A população classificada como estando em “crise ou pior” quase duplicou entre o início de 2025 e fevereiro/março deste ano, atingindo o número de 6,5 milhões de pessoas, de acordo com a Classificação Integrada de Fases da Segurança Alimentar (IPC, na sigla em inglês), um organismo da ONU sediado em Roma que mede a fome e a subnutrição em todo o mundo.

Isto inclui mais de dois milhões de pessoas atualmente na Fase 4, a categoria “emergência”, um passo antes do nível “catastrófico”, equivalente à fome extrema.

“Esta deterioração alarmante deve-se ao agravamento da seca, ao aumento dos preços dos alimentos e à insegurança no centro, sul e em partes do norte da Somália”, refere-se no relatório da IPC, acrescentando que “a situação é agravada pela redução da ajuda humanitária”.

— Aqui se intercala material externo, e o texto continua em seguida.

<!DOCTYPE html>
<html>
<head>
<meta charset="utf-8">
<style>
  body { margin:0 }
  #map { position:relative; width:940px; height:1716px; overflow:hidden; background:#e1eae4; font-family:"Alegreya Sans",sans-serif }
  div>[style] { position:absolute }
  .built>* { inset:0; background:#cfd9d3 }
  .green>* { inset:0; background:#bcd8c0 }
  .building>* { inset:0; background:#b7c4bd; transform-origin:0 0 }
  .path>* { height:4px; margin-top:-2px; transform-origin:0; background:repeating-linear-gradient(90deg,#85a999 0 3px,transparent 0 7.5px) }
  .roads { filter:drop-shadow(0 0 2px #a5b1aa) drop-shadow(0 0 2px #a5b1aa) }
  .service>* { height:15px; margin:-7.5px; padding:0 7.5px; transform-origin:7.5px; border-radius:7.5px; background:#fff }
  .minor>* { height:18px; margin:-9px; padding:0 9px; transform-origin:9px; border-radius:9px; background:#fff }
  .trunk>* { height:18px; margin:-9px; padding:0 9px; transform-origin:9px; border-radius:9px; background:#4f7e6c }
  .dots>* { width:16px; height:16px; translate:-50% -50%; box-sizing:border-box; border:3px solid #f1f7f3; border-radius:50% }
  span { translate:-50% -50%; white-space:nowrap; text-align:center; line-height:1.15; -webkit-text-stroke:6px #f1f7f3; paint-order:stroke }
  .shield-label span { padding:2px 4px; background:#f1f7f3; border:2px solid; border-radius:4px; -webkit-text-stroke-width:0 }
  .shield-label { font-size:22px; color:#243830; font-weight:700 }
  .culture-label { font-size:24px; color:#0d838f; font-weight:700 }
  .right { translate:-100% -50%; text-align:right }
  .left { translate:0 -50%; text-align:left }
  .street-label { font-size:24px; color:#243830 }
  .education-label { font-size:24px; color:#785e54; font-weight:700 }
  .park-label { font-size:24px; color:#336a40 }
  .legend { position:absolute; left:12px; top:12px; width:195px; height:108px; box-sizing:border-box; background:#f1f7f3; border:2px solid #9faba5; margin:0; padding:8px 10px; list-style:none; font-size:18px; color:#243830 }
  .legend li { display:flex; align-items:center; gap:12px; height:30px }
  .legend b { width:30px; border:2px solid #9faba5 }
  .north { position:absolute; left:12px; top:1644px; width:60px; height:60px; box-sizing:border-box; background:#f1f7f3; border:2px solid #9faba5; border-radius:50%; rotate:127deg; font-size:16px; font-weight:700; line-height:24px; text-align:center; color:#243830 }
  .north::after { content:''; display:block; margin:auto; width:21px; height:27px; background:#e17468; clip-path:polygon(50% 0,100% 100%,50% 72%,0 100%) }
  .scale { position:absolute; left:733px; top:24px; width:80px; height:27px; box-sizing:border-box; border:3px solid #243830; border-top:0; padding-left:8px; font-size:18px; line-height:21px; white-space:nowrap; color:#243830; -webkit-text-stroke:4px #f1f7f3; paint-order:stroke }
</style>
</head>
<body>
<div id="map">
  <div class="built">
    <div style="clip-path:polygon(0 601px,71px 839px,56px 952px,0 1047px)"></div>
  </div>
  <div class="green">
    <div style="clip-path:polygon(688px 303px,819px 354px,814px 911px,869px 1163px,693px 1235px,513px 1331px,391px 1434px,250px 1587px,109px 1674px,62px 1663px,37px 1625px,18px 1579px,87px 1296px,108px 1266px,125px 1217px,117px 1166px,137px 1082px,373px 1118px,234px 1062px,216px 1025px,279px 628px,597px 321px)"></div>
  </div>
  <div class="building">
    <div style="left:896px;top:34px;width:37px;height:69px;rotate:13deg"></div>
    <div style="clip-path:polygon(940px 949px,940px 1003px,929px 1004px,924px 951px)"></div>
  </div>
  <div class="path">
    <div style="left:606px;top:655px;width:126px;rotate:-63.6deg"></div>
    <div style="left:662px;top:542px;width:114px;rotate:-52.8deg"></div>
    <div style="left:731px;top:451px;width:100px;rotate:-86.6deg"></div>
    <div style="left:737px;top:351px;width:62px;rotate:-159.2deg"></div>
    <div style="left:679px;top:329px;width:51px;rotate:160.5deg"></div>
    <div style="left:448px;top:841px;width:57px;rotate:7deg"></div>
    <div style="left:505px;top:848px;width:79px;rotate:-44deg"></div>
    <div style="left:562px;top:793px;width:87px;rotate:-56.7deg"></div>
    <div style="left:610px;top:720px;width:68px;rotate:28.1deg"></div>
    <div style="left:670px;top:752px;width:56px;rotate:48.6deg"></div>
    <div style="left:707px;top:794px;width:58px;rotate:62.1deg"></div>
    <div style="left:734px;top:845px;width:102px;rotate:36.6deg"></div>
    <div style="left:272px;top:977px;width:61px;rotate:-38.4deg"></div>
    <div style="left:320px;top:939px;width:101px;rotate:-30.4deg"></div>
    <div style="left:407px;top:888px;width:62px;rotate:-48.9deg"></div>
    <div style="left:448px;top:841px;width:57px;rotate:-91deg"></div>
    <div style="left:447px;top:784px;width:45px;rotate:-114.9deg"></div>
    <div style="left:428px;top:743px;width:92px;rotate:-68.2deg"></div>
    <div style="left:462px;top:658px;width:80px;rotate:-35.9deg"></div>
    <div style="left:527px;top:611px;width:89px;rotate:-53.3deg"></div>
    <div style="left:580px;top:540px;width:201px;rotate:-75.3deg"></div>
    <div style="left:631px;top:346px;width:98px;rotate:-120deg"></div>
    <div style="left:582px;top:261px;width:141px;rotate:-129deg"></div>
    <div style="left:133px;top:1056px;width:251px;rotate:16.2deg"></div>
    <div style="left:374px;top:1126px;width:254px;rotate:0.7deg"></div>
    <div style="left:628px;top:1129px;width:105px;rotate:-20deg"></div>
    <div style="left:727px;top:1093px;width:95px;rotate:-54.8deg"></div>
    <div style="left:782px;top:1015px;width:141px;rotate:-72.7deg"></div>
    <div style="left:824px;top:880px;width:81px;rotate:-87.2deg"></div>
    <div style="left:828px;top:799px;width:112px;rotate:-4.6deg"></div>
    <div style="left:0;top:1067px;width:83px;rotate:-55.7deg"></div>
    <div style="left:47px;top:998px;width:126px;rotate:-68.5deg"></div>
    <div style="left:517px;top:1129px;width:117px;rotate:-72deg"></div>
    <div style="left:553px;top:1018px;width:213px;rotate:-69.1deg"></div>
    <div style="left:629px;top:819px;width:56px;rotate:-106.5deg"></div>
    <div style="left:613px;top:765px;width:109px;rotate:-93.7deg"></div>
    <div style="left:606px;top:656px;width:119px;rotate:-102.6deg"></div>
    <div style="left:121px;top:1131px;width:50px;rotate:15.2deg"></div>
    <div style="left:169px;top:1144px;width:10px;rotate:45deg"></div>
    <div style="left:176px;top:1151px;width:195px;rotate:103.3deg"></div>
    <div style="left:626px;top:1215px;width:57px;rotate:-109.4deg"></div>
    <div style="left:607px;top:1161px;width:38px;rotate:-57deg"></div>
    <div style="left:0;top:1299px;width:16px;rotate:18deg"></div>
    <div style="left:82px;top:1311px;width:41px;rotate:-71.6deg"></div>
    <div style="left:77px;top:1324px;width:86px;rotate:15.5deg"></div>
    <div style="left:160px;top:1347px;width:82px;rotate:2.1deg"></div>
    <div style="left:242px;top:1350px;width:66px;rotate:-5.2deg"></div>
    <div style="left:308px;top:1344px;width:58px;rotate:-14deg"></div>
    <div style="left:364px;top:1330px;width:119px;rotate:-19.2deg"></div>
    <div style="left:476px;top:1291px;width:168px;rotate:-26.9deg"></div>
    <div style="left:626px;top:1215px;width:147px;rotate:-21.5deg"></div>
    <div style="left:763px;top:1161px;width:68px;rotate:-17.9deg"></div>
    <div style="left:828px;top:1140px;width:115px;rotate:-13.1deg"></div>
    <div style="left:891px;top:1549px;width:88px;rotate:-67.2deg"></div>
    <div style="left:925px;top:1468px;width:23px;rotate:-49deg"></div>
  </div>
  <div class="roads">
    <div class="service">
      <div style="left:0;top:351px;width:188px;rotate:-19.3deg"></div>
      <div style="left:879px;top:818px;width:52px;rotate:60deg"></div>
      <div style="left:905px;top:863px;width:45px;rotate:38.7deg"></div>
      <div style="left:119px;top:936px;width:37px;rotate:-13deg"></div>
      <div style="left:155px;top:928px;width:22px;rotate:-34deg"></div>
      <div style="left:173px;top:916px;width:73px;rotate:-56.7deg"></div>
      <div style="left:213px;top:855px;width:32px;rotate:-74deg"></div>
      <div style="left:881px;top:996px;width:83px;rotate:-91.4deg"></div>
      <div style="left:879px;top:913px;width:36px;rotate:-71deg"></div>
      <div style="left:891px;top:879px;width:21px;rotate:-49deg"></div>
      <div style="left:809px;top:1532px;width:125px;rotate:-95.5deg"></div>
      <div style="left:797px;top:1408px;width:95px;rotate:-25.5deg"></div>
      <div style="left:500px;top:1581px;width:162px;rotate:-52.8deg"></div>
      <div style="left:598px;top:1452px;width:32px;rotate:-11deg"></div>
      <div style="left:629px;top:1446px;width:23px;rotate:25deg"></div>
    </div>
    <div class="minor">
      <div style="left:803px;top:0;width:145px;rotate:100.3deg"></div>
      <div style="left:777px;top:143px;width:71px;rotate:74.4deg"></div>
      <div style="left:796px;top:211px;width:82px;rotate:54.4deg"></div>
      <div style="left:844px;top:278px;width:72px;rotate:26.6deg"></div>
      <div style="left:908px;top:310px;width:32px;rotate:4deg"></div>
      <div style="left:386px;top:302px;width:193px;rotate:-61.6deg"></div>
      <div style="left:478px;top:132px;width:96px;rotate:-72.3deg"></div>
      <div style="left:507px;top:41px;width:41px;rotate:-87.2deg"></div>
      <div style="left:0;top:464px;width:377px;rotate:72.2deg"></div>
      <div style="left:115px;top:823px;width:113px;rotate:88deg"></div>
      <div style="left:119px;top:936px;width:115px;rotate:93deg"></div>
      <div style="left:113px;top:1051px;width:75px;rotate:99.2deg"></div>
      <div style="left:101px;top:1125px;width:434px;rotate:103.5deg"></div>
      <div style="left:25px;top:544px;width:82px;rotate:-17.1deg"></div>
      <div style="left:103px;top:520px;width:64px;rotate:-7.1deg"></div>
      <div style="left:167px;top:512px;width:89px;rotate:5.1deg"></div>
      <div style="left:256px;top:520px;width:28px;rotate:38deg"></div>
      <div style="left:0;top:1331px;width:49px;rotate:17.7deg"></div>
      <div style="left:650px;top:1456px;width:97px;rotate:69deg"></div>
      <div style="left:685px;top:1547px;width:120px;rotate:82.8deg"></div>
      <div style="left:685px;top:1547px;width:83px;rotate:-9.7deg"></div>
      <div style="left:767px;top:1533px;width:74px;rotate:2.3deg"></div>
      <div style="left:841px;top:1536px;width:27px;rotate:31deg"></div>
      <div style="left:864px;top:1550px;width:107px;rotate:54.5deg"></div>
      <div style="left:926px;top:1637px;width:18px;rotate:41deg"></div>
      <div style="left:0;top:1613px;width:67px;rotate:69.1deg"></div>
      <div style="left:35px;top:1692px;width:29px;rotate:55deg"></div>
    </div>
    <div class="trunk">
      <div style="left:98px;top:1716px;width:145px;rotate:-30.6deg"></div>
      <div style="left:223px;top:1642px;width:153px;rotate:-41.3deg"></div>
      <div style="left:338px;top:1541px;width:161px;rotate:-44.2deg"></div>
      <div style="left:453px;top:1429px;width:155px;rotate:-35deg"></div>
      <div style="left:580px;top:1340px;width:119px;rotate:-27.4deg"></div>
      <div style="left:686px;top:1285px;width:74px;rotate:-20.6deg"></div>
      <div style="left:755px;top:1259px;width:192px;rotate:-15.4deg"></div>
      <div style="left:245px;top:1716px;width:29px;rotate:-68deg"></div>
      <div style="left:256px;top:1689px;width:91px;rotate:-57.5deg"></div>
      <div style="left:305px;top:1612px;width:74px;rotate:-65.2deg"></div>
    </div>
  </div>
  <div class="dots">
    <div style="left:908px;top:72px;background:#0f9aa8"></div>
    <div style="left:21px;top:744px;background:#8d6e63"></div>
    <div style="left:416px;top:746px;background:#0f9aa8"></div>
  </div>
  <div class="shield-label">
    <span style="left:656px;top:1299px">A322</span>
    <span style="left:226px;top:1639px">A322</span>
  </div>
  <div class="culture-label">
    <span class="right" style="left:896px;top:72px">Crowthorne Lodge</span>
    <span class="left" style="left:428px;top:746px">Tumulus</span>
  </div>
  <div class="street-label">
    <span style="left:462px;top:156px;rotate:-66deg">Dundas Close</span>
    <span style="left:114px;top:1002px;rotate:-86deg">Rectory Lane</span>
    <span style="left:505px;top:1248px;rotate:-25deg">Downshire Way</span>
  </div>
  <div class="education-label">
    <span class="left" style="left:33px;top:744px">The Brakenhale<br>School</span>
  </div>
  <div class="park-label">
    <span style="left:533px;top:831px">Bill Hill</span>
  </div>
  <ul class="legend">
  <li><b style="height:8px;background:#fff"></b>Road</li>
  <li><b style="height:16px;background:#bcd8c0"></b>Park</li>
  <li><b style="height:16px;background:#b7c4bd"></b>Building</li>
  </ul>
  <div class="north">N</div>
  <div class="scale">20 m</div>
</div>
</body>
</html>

O Programa Alimentar Mundial (PAM) das Nações Unidas alertou na sexta-feira que terá de terminar a ajuda humanitária à Somália até abril, caso não receba novos fundos.

A agência afirmou que já foi obrigada a reduzir a assistência alimentar de emergência de 2,2 milhões no início de 2025 para pouco mais de 600 mil pessoas atualmente.

“Isto significa que o PAM está atualmente a apoiar apenas uma em cada sete pessoas que necessitam de ajuda alimentar para sobreviver”, frisou.

Os programas de nutrição também foram drasticamente reduzidos, passando de quase 400 mil mulheres grávidas ou a amamentar e crianças pequenas apoiadas em outubro de 2025 para apenas 90 mil em dezembro.

“Sem financiamento imediato, o PAM será forçado a suspender a assistência humanitária até abril”, alertou.

O PAM necessita urgentemente de 95 milhões de dólares (cerca de 87 milhões de euros) para continuar a apoiar as pessoas mais afetadas pela insegurança alimentar na Somália entre março e agosto de 2026, concluiu.

Em janeiro, os Estados Unidos suspenderam a ajuda à Somália após a destruição de um armazém do PAM financiado pelos EUA no porto da capital, Mogadíscio, antes de a retomarem no final do mesmo mês.

Todas as agências da ONU, no entanto, alertaram para graves défices de financiamento desde que Washington começou a reduzir a ajuda após o regresso de Donald Trump ao poder no ano passado.

De acordo com o IPC, os níveis de subnutrição aguda na Somália aumentaram nos últimos dois anos.